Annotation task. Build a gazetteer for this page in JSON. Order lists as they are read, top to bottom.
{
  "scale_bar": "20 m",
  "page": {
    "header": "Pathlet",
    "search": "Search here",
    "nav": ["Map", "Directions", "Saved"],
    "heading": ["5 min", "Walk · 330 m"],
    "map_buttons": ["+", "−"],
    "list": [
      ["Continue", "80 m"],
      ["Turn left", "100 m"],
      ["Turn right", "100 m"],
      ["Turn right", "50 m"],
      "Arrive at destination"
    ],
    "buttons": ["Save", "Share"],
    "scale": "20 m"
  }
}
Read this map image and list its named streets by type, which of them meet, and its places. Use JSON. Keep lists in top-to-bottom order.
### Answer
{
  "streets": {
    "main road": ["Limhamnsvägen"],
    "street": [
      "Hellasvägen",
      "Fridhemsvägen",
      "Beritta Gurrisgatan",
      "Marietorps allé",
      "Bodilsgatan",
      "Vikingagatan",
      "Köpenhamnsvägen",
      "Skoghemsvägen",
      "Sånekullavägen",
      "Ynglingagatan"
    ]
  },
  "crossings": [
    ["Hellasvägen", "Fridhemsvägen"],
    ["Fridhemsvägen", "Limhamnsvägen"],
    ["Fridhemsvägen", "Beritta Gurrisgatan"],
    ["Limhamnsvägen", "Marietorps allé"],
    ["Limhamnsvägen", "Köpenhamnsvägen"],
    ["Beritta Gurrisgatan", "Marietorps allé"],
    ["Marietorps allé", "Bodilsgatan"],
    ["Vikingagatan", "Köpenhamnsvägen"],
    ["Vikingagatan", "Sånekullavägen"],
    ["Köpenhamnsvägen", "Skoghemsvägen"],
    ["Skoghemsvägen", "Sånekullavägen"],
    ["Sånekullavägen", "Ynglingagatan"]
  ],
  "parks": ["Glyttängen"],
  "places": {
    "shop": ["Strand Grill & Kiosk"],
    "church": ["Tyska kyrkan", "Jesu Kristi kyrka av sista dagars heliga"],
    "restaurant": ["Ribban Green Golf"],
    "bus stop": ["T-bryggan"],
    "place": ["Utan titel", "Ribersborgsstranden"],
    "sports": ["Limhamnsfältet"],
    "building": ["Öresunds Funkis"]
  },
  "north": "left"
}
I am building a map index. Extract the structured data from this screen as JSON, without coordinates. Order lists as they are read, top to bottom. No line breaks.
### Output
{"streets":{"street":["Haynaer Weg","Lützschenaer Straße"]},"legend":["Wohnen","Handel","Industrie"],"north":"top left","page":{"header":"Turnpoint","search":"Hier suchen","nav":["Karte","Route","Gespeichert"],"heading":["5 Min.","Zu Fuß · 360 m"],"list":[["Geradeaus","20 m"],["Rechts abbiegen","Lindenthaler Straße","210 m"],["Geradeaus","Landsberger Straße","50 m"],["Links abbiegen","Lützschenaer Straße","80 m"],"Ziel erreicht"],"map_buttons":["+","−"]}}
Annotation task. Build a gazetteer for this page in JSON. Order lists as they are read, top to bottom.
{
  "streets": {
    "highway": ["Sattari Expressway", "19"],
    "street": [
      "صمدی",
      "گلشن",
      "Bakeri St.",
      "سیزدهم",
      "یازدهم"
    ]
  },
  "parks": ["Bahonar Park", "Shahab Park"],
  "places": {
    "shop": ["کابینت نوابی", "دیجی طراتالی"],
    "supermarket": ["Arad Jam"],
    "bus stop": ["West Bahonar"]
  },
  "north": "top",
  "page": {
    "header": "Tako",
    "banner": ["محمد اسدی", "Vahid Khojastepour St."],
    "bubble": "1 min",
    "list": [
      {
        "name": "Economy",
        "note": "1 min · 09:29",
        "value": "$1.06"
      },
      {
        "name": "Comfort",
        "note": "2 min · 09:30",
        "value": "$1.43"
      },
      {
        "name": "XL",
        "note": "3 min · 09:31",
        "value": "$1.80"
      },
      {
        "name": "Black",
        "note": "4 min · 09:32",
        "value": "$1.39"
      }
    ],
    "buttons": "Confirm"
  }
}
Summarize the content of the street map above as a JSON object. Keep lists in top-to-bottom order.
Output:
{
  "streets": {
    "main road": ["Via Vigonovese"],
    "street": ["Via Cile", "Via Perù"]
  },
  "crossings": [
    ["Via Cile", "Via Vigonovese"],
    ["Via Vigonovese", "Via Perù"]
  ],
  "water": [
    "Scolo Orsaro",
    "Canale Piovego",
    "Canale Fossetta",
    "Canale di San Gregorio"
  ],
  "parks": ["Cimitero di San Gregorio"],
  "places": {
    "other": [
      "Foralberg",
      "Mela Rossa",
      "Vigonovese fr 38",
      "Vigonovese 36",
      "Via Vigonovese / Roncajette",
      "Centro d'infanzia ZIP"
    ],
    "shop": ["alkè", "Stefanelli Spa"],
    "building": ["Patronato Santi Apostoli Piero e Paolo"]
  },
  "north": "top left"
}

#####

Check the listing above for lines containing the string "Keep", and copy each one.

PROBLEM SOLUTION –
Read this map image and list its named streets by type, which of them meet, and its places. Use JSON. Keep lists in top-to-bottom order.
Summarize the content of the street map above as a JSON object. Keep lists in top-to-bottom order.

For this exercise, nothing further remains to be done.